Tennis has limped back to some semblance of normality after last year's lengthy disruption due to the COVID-19 pandemic but stakeholders fear playing tournaments in front of empty stands might not be sustainable for long.
The professional circuit was shut down for five months in 2020 before tournament organisers set up bio-secure bubbles for players and support staff while keeping fans away from stadiums.
The disruption has been less severe in 2021 but tournaments, barring the swing in Australia in February, continue to be played in front of a handful of fans at best.
The absence of spectators has not just robbed tournaments of atmosphere and sapped the energy of players who thrive on it, but has also had a savage impact on finances.
ATP tournaments incurred losses of between $60 and $80 million last year, hurt by last-minute cancellations, a wipeout of ticketing revenue in absence of spectators and a 30 per cent drop in proceeds from sponsorships.
And, with the added burden of expenditure on health protocols, has led to a reduction in prize money down to 50 per cent of levels before the pandemic.
"With all the estimates that we have done, we think we can sustain this year," ATP Chairman Andrea Gaudenzi told Reuters.
Gaudenzi said sponsorship revenue plunged about 30 per cent on average since the start of the pandemic, with the Masters 1000 events -- the level below the Grand Slams -- relying on ticket sales for 45 per cent of their proceeds.
Herwig Straka, one of three members of the ATP board representing tournament owners, said the call on whether to continue running events without fans could come down to a business decision.
"It's about finding the right balance between enough prize money for players, especially for lower-ranked players to survive, and also for tournaments to continue," Straka said.
"And obviously for the smaller tournaments this challenge is higher. So not only as a business but also as a sport we definitely need spectators to return sooner than later ... we cannot survive without having spectators."
The men's governing body will spend up to $5.2 million -- primarily taken from the bonus pool for the top 12 eligible players at the end of season -- to boost prize money at its events until Wimbledon.

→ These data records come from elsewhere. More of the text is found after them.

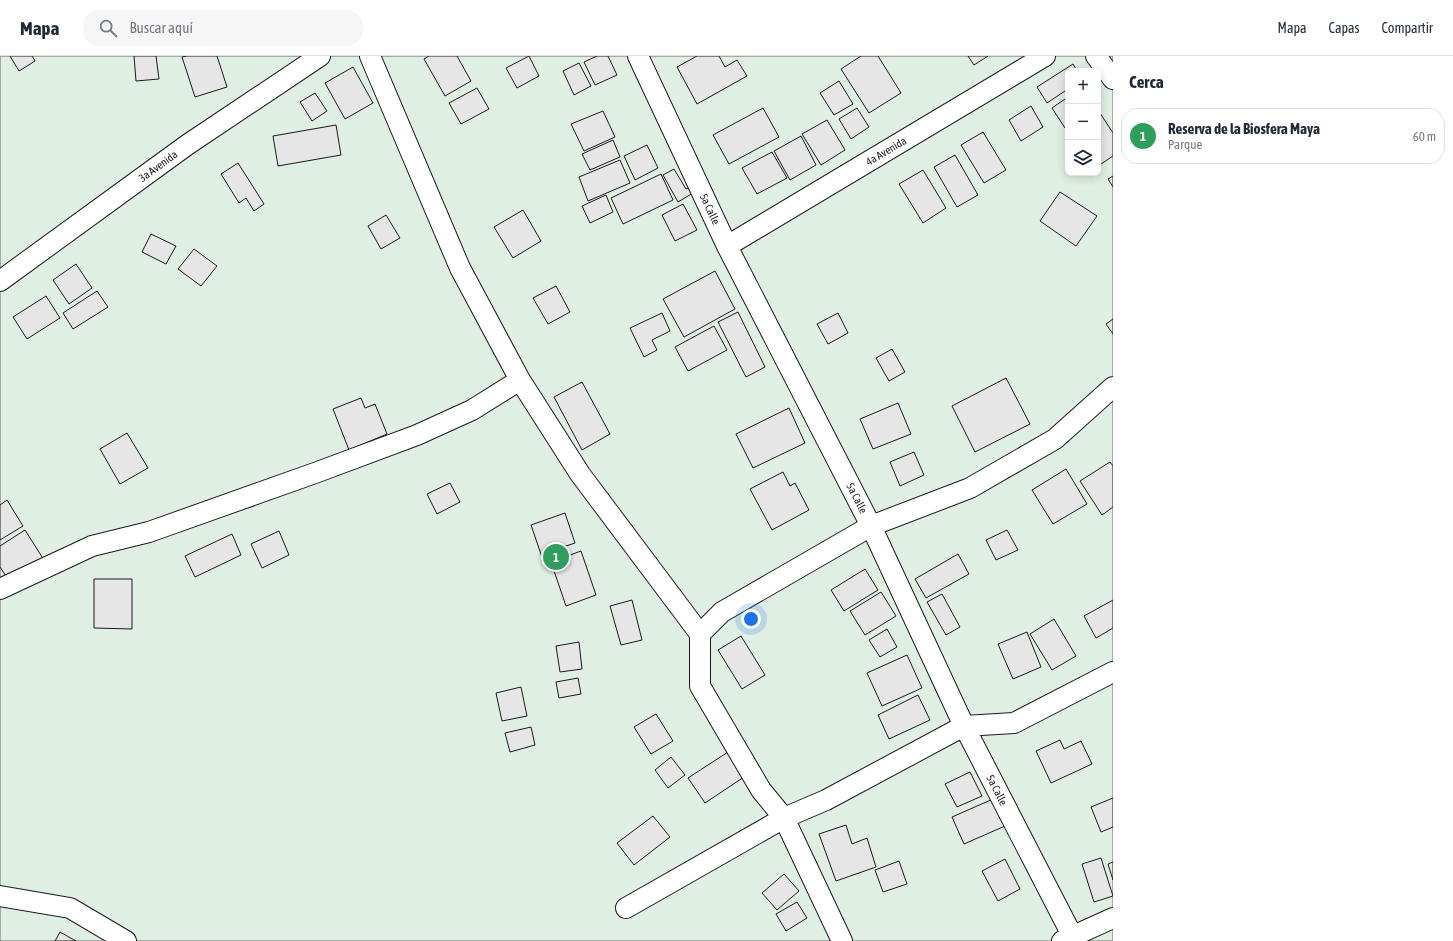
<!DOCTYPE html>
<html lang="es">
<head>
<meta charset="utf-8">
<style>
	body { margin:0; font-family:"Asap Condensed",sans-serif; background:#f6f6f7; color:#1f2937 }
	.controls { position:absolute; right:12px; top:12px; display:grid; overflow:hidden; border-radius:8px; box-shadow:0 2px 10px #0003 }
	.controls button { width:36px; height:36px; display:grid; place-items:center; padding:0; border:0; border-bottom:1px solid #e0e1e3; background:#fff; color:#1f2937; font:20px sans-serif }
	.you { position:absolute; left:751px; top:563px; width:14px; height:14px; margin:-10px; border:3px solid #fff; border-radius:50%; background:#1a73e8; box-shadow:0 0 0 6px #1a73e833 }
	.badge { display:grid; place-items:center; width:26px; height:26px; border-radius:50%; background:#d93025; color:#fff; font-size:13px; font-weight:700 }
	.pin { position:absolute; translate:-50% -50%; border:2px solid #fff; box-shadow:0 1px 4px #0006 }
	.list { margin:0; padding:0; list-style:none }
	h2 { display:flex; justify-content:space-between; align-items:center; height:52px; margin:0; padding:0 16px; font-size:17px }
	h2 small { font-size:13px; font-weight:400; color:#747a83 }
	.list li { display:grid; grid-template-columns:26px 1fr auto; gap:12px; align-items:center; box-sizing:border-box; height:56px; margin:0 8px 8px; padding:0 8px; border:1px solid #e0e1e3; border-radius:16px }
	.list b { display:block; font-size:15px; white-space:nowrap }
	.list p { margin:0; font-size:13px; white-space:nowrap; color:#747a83 }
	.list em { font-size:13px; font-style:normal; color:#747a83 }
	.icon { flex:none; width:22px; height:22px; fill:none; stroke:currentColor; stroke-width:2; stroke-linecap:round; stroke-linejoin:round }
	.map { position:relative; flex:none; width:1113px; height:885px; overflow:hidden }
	header { display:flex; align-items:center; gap:24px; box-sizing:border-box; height:56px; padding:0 20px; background:#fff; border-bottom:1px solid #e0e1e3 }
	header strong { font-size:19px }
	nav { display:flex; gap:22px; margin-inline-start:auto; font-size:14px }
	.search { width:280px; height:36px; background:#f6f6f7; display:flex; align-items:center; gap:10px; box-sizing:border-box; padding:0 14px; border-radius:16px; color:#747a83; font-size:15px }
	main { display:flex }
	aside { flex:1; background:#fff }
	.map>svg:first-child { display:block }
	.green { fill:#e0efe3; stroke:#6a6a6a; fill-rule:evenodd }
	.building { fill:#e6e6e6; stroke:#1a1a1a }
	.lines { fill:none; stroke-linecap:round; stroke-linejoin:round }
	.minor-casing { stroke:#1a1a1a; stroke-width:22 }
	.minor { stroke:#fff; stroke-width:20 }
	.labels { text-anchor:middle; stroke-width:3; stroke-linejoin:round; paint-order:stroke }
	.street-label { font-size:11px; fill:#1a1a1a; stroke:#fff }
</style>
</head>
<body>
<header>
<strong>Mapa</strong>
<div class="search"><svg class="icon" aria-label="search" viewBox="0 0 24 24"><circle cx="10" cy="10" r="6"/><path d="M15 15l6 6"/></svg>Buscar aquí</div>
<nav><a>Mapa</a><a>Capas</a><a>Compartir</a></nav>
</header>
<main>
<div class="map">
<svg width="1113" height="885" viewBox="0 0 1113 885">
	<rect width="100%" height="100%" fill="#fff"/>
	<!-- green -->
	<path class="green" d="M 0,0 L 1113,0 L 1113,885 L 0,885 ZM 1068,15 L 1098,15 L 1098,117 L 1068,117 Z"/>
	<!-- building -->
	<path class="building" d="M 10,0 L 32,0 L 35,5 L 19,15 Z
		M 134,0 L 156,0 L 159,23 L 136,25 Z
		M 187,0 L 217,0 L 227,31 L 195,41 L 182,1 Z
		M 429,0 L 457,0 L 471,25 L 445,40 L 424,3 Z
		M 529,0 L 539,20 L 517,32 L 506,12 Z
		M 597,0 L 608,0 L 617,19 L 595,29 L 584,6 Z
		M 697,0 L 719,0 L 725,11 L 737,4 L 747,20 L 697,48 L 677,11 Z
		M 861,0 L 878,0 L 901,37 L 869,57 L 841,13 Z
		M 968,0 L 988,0 L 974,9 Z
		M 579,7 L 591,30 L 574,39 L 563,15 Z
		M 1073,8 L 1077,15 L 1068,15 L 1068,33 L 1047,47 L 1037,31 Z
		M 353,11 L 373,47 L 345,63 L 325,27 Z
		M 839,25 L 853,48 L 834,59 L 820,37 Z
		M 477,32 L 489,53 L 461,68 L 449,47 Z
		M 315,37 L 327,55 L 312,65 L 300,46 Z
		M 1068,41 L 1068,69 L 1065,72 L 1052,52 Z
		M 1031,50 L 1043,71 L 1021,85 L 1009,64 Z
		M 763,52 L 779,81 L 729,108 L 713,79 Z
		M 857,52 L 869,71 L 851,83 L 839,63 Z
		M 603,55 L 615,81 L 584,95 L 571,68 Z
		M 1100,57 L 1113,77 L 1113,100 L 1101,108 L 1098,104 L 1098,59 Z
		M 827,64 L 845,94 L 821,109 L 802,78 Z
		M 336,69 L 341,99 L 278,110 L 273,80 Z
		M 983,76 L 1006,114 L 984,127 L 961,89 Z
		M 801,80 L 816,109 L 790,124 L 774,95 Z
		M 613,84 L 620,101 L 590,114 L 582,98 Z
		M 647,89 L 658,112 L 635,124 L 624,100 Z
		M 772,96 L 787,122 L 757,138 L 742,112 Z
		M 955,99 L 978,139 L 957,151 L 934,111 Z
		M 620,104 L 630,127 L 588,145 L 579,121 Z
		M 238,107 L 264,148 L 254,155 L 246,142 L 239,147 L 221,118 Z
		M 674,113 L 686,133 L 690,131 L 693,137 L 678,146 L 663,119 Z
		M 923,114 L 946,152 L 923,167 L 899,128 Z
		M 661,118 L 673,144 L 623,168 L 611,142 Z
		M 1113,120 L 1113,131 L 1108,123 Z
		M 1060,136 L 1097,160 L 1076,190 L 1040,165 Z
		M 606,139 L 613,156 L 590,167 L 582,150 Z
		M 683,148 L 697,174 L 675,185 L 662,159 Z
		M 523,154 L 541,185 L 513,202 L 494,171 Z
		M 386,159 L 400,182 L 381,193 L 368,170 Z
		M 151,178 L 176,190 L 166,208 L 142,196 Z
		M 194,193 L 217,210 L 201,230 L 178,213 Z
		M 76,208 L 92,232 L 69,248 L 53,224 Z
		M 715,215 L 735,253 L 684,281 L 663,243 Z
		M 556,230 L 570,256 L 548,268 L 533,242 Z
		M 97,235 L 108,251 L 73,273 L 63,257 Z
		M 46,240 L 60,262 L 27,283 L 13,261 Z
		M 738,256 L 765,311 L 746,321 L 718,266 Z
		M 662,257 L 670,275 L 652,284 L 657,294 L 644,301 L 630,272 Z
		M 838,257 L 848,277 L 828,288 L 817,268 Z
		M 1113,263 L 1113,278 L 1106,268 Z
		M 714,270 L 727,294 L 688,315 L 675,291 Z
		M 892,293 L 905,316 L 889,325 L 876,302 Z
		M 1006,322 L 1030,368 L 975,396 L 952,350 Z
		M 582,326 L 610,378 L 582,394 L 554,341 Z
		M 361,342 L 365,352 L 375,348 L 387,378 L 349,394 L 333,353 Z
		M 898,347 L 911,378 L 873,393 L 860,363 Z
		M 789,352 L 805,387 L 753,412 L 736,378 Z
		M 127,377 L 148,412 L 120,428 L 100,393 Z
		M 914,396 L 924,419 L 900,430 L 890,406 Z
		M 1110,406 L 1113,410 L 1113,451 L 1102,459 L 1080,425 Z
		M 1066,413 L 1087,448 L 1053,468 L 1032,434 Z
		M 783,416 L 790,430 L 795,427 L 809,454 L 772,474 L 750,433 Z
		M 450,427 L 460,446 L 437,458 L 427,438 Z
		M 7,444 L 23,470 L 0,484 L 0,449 Z
		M 565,457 L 575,487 L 554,494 L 557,499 L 543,504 L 531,469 Z
		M 25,474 L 44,504 L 10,526 L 0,511 L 0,490 Z
		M 1007,474 L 1018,494 L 996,504 L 986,484 Z
		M 279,475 L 289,499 L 262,512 L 251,488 Z
		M 232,478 L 241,499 L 195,521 L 185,500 Z
		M 581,495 L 596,539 L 566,550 L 551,506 Z
		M 958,498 L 969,518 L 926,542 L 915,523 Z
		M 865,513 L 878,534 L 844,555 L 831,534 Z
		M 94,523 L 132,523 L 132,573 L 94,572 Z
		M 881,536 L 896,560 L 865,579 L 850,555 Z
		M 942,538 L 960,571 L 946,579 L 927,546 Z
		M 632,544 L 642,584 L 621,589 L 610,550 Z
		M 1113,544 L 1113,572 L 1096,582 L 1084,560 Z
		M 1054,563 L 1076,600 L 1052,614 L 1030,578 Z
		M 887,573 L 897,591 L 880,601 L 869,584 Z
		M 1027,576 L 1041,611 L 1013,623 L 998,588 Z
		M 741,580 L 765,619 L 742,633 L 718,594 Z
		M 579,586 L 582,613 L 560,616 L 556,590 Z
		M 907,599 L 922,632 L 882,650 L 867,617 Z
		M 578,622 L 581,638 L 559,642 L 556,626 Z
		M 521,631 L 527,660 L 502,665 L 496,637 Z
		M 918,639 L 930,664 L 889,683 L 878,659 Z
		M 656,658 L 673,685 L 651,698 L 634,671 Z
		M 531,671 L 535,689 L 510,696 L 505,677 Z
		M 1060,684 L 1064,693 L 1081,685 L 1092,708 L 1051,727 L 1036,695 Z
		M 728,696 L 744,721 L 705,747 L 688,722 Z
		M 671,701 L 685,719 L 668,732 L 655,714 Z
		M 970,716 L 982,740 L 957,751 L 945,728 Z
		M 1113,742 L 1113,771 L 1101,776 L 1091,751 Z
		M 993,743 L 1005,770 L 964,788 L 952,761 Z
		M 653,760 L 670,781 L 634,809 L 617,787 Z
		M 846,769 L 852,788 L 867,782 L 876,811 L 836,825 L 819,778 Z
		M 1101,802 L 1113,840 L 1094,846 L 1082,808 Z
		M 1005,803 L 1020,833 L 998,845 L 982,815 Z
		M 899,805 L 907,828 L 883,836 L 875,814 Z
		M 1113,806 L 1113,824 L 1108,808 Z
		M 784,818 L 799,835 L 777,854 L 762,837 Z
		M 797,846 L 807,862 L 786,875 L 776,858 Z
		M 60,876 L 76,885 L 55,885 Z"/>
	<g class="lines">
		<!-- minor casing -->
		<g class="minor-casing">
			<path id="minor" d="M 370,0 L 460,212 L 520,324 L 580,418 L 700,578 L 700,630 L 761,734 L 784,762 L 842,885
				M 638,0 L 727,190 L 871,470 L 964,670 L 1075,885
				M 1096,0 L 1113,23
				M 727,190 L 1045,0
				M 0,225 L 187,89 L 320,0
				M 0,533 L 92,490 L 149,476 L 315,417 L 417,379 L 472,354 L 520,324
				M 700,578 L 722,556 L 871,470 L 970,432 L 1055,383 L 1113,331
				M 0,840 L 70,852 L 126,885
				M 626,852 L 784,762 L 826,744 L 964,670 L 1014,667 L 1113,616
				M 1062,885 L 1113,862"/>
		</g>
		<!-- minor -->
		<use href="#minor" class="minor"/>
	</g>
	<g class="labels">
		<!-- street labels -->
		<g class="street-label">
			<text transform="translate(886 95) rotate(-31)" y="4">4a Avenida</text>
			<text transform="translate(158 110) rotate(-36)" y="4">3a Avenida</text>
			<text transform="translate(710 153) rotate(65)" y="4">5a Calle</text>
			<text transform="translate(857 442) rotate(63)" y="4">5a Calle</text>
			<text transform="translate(997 734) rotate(63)" y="4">5a Calle</text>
		</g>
	</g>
</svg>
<div class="controls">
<button>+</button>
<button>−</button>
<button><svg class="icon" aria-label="layers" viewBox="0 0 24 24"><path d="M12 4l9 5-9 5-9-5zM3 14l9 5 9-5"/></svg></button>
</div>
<div class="you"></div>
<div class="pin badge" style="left:556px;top:501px;background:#2e9e5b">1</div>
</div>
<aside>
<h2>Cerca<small></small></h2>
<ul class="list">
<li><span class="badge" style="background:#2e9e5b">1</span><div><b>Reserva de la Biosfera Maya</b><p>Parque</p></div><em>60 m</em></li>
</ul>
</aside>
</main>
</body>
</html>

The WTA had to fund the entire prize money of $565,530 for its season opener in Abu Dhabi from its own funds.
"The reduction in prize money levels that are in place for 2021 is not something anyone wants to see," WTA CEO Steve Simon told Reuters.

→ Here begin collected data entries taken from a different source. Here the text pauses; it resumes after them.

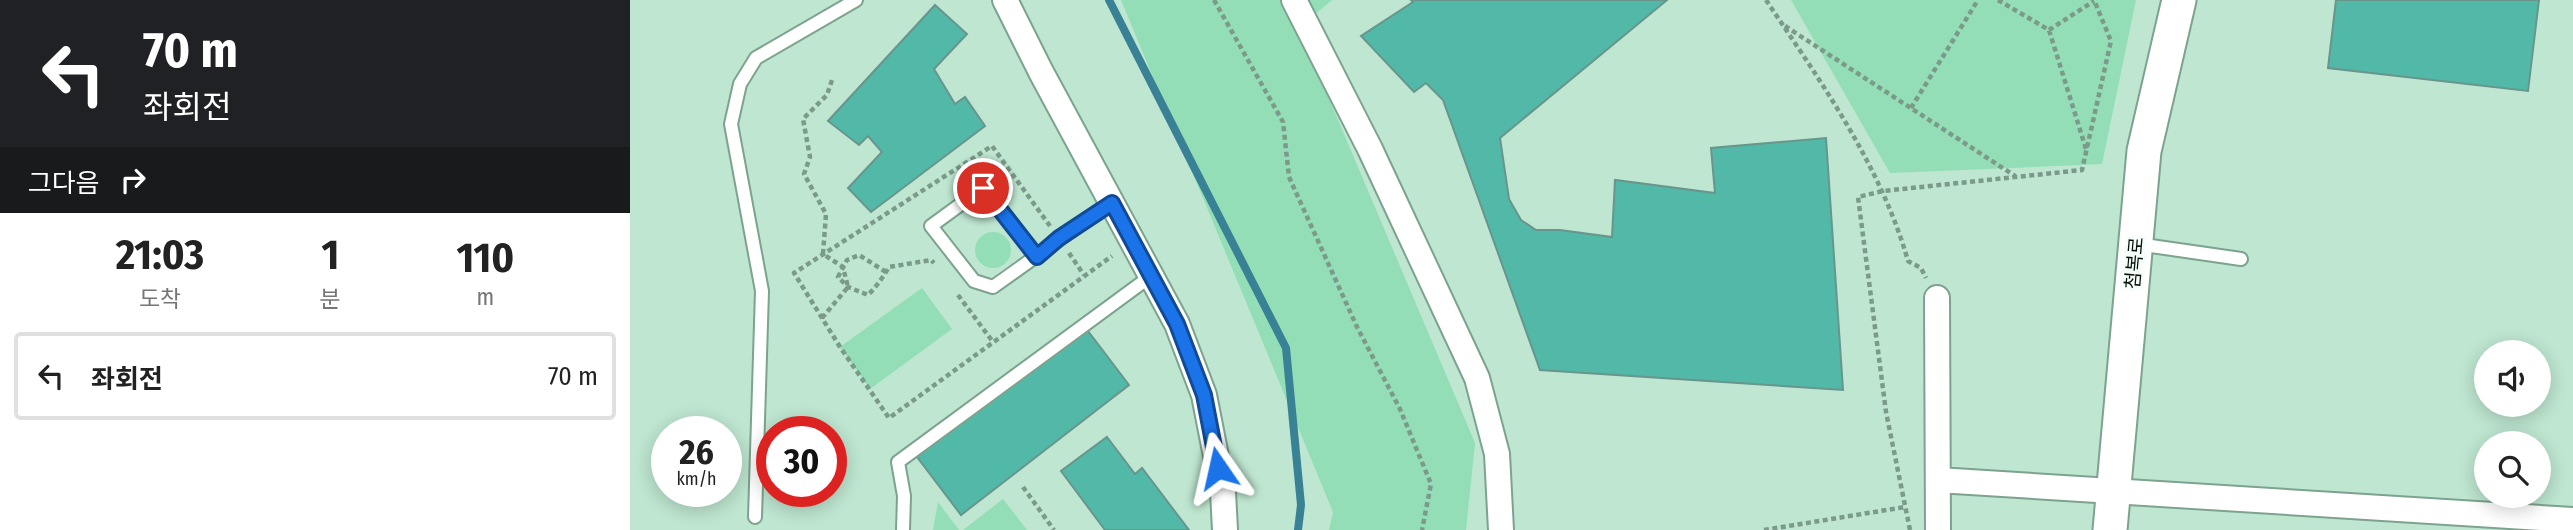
<!DOCTYPE html>
<html lang="ko">
<head>
<meta charset="utf-8">
<style>
  body { margin:0; font-family:"Fira Sans Condensed","Noto Sans KR",sans-serif; background:#f6f6f6; color:#222; height:100vh; display:flex; flex-direction:column; font-size:26px; white-space:nowrap }
  * { box-sizing:border-box; margin:0 }
  p { font-size:23px; color:#767676 }
  .icon { flex:none; width:38px; height:38px; fill:none; stroke:currentColor; stroke-width:2; stroke-linecap:round; stroke-linejoin:round }
  .map { position:relative; flex:1; overflow:hidden }
  .sheet { display:flex; flex-direction:column; background:#fff; width:630px }
  .sheet>* { flex:none }
  .banner { background:#202124; color:#fff; overflow:hidden }
  .tools { position:absolute; left:1844px; top:340px; display:grid; gap:14px }
  .tools a { display:grid; place-items:center; width:77px; height:77px; border-radius:50%; background:#fff; box-shadow:0 4px 18px #0003; font-size:35px }
  .speed { position:absolute; left:21px; top:416px; display:flex; gap:14px; font-size:35px; font-weight:700; text-align:center }
  .speed>* { display:grid; place-content:center; width:91px; height:91px; border-radius:50%; background:#fff; box-shadow:0 4px 18px #0003; line-height:1 }
  .speed small { font-size:18px; font-weight:400 }
  .speed .limit { border:10px solid #d22; background:#fff; color:#111 }
  .pin { position:absolute; display:grid; place-items:center; width:60px; height:60px; color:#fff; margin:-30px; border:4px solid #fff; border-radius:50%; box-shadow:0 2px 7px #0007 }
  .me { position:absolute; width:77px; margin:-38px; rotate:349deg; stroke-linejoin:round; filter:drop-shadow(0 0 5px #0008) }
  .turn { display:flex; align-items:center; gap:24px; height:147px; padding:0 28px; font-size:32px }
  .turn .icon { width:91px; height:91px; stroke-width:2.5 }
  .turn b { display:block; font-size:49px; line-height:60px }
  .then { display:flex; align-items:center; height:66px; padding:0 28px; background:#0003; gap:14px; font-size:26px }
  .eta { display:flex; justify-content:space-evenly; align-items:center; height:119px; text-align:center }
  .eta b { font-size:42px; font-weight:700; line-height:49px }
  ul { padding:0; list-style:none }
  li { display:flex; align-items:center; gap:21px; height:88px; margin:0 14px 10px; padding:0 14px; border:4px solid #e0e0e0; border-radius:7px }
  li div { flex:1 }
  li b { display:block; font-size:26px }
  li em { font-style:normal }
  main { display:flex; flex:1; min-height:0 }
  .map>svg:first-child { display:block }
</style>
</head>
<body>
<main>
<section class="sheet">
<div class="banner">
<div class="turn"><svg class="icon" aria-label="left" viewBox="0 0 24 24"><path d="M17 20v-9H6M10 6l-5 5 5 5"/></svg><div><b>70 m</b>좌회전</div></div>
<div class="then">그다음<svg class="icon" aria-label="right" viewBox="0 0 24 24"><path d="M7 20v-9h11M14 6l5 5-5 5"/></svg></div>
</div>
<div class="eta">
<div><b>21:03</b><p>도착</p></div>
<div><b>1</b><p>분</p></div>
<div><b>110</b><p>m</p></div>
</div>
<ul>
<li><svg class="icon" aria-label="left" viewBox="0 0 24 24"><path d="M17 20v-9H6M10 6l-5 5 5 5"/></svg><div><b>좌회전</b></div><em>70 m</em></li>
</ul>
</section>
<div class="map">
<svg width="1943" height="530" viewBox="0 0 1943 530">
  <rect width="100%" height="100%" fill="#bee6d0"/>
  <path fill="#93deb7" d="M491,0h211l-33,28 176,415 -9,87h-137l4,-18z
    M1161,0h345l-34,164 -212,9z
    M345 250a18 18 0 1 1 36 0a18 18 0 1 1-36 0Z
    M292,288l30,41 -82,60 -30,-42z
    M373,499l24,31h-64z
    M308,502l21,28h-26z"/>
  <g fill="none" stroke-linecap="round" stroke-linejoin="round">
    <path stroke="#398194" stroke-width="8" d="M479,0l177,348 15,157 -3,25"/>
  </g>
  <path fill="#52b9a8" stroke="#68958c" stroke-width="2" d="M781,0h256l-167,138 9,61 12,21 15,10h24l52,7 3,-57 100,13 -4,-45 115,-10 17,252 -303,-20 -97,-270 -17,-17 -12,9 -53,-56 52,-34z
    M1706,0h203l-11,91 -200,-23z
    M305,5l32,29 -33,35 21,35 10,-7 20,29 -114,86 -23,-24 34,-36 -14,-16 -9,9 -31,-24z
    M455,327l44,58 -168,130 -44,-58z
    M477,437l28,37 7,-6 47,62h-84l-44,-59z"/>
  <g fill="none" stroke-linecap="round" stroke-linejoin="round">
    <g stroke="#7da38e" stroke-width="16">
      <path id="lane" d="M1507,244l104,15
        M407,257l-54,-69 -52,38 43,55 19,6c40,-28 78,-57 119,-84
        M125,517l7,-226 -31,-167 9,-40 16,-26 100,-58
        M273,530l1,-34 -6,-34 253,-186"/>
    </g>
    <g stroke="#7da38e" stroke-width="28">
      <path id="street" d="M375,0l36,72 136,252 27,71 19,97 2,38
        M664,0l76,149 107,229 20,76 4,76
        M1307,298l1,232
        M1308,480l635,40"/>
    </g>
    <g stroke="#7da38e" stroke-width="37">
      <path id="secondary" d="M1480,530l34,-379 35,-151"/>
    </g>
    <path stroke="#7b9a89" stroke-width="4.5" stroke-dasharray="5 3.5" stroke-linecap="butt" d="M584,0l69,122 6,55 68,150 43,82 31,75 -9,46
      M1136,0c55,82 115,166 142,261l13,7 5,10
      M1368,0l51,30 37,119
      M1155,26l230,150
      M1419,30l45,-29
      M1281,108l67,-108
      M420,226l-58,-80 -198,127 46,74 49,71 223,-162
      M439,253l15,22
      M256,272l-27,-17 -12,5 -9,17 10,10 20,8c9,-9 15,-18 21,-28l42,-7 3,3
      M328,295l35,47
      M192,318l26,-31 -5,-20 -20,-13 3,-40 -22,-40 6,-17 -7,-38 24,-24 6,-18
      M393,487l31,43
      M1134,530l141,-23
      M1280,530l-24,-118 -28,-215 25,-6 199,-21 29,-129 -17,-41"/>
    <use href="#lane" stroke="#fff" stroke-width="12"/>
    <use href="#street" stroke="#fff" stroke-width="24"/>
    <use href="#secondary" stroke="#fff" stroke-width="33"/>
  </g>
  <g fill="none" stroke-linecap="round" stroke-linejoin="round">
    <g stroke="#114b97" stroke-width="18">
      <path id="route" d="M353,188l54,69 22,-19 53,-35 65,121 27,71 14,73"/>
    </g>
    <use href="#route" stroke="#1a73e8" stroke-width="12"/>
  </g>
  <g text-anchor="middle" stroke-width="7" stroke-linejoin="round" paint-order="stroke">
    <g font-size="19" fill="#04120b" stroke="#f6fefa">
      <text transform="translate(1504 263) rotate(-85)" y="7">첨복로</text>
    </g>
  </g>
</svg>
<div class="tools">
<a><svg class="icon" aria-label="sound" viewBox="0 0 24 24"><path d="M4 9h4l5-4v14l-5-4H4zM17 9q2 3 0 6"/></svg></a>
<a><svg class="icon" aria-label="search" viewBox="0 0 24 24"><circle cx="10" cy="10" r="6"/><path d="M15 15l6 6"/></svg></a>
</div>
<div class="speed"><div>26<small>km/h</small></div><div class="limit">30</div></div>
<div class="pin" style="left:353px;top:188px;background:#d93025"><svg class="icon" aria-label="arrive" viewBox="0 0 24 24"><path d="M6 21V4h12l-3 4 3 4H6"/></svg></div>
<svg class="me" style="left:588px;top:468px" viewBox="-20 -20 40 40"><path d="M0-17L14 15 0 8-14 15z" fill="#1a73e8" stroke="#fff" stroke-width="4"/></svg>
</div>
</main>
</body>
</html>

"However, with the compromised revenue streams from ticketing and sponsorship being dealt with, the reductions are required and appropriate."
Before her early exit from this week's WTA 1000 event in Dubai, world No. 5 Elina Svitolina said reduced purses could potentially have an impact on motivation.
Americans John Isner and Reilly Opelka were less diplomatic when they hit out at ATP management recently for not taking salary cuts while players effectively were.
Gaudenzi said that even in the worst case scenario, the ATP was still tracking to deliver 2021 prize money levels of about $180 million, 23 per cent less than 2019.
"It's still not a terrible result, considering the challenges we face," the Italian said, adding that most tournaments would be happy to break even in 2021.
With vaccines against the virus starting to roll out, tennis bosses were hopeful that restrictions on spectators would start to be relaxed.
"A no-crowd formula that extended into the future would require a restructuring of how sports in general would proceed," said WTA's Simon.
"We are beginning to see a pathway for fans to begin returning at restricted levels as 2021 progresses and hopefully a significant move towards full stadiums in 2022."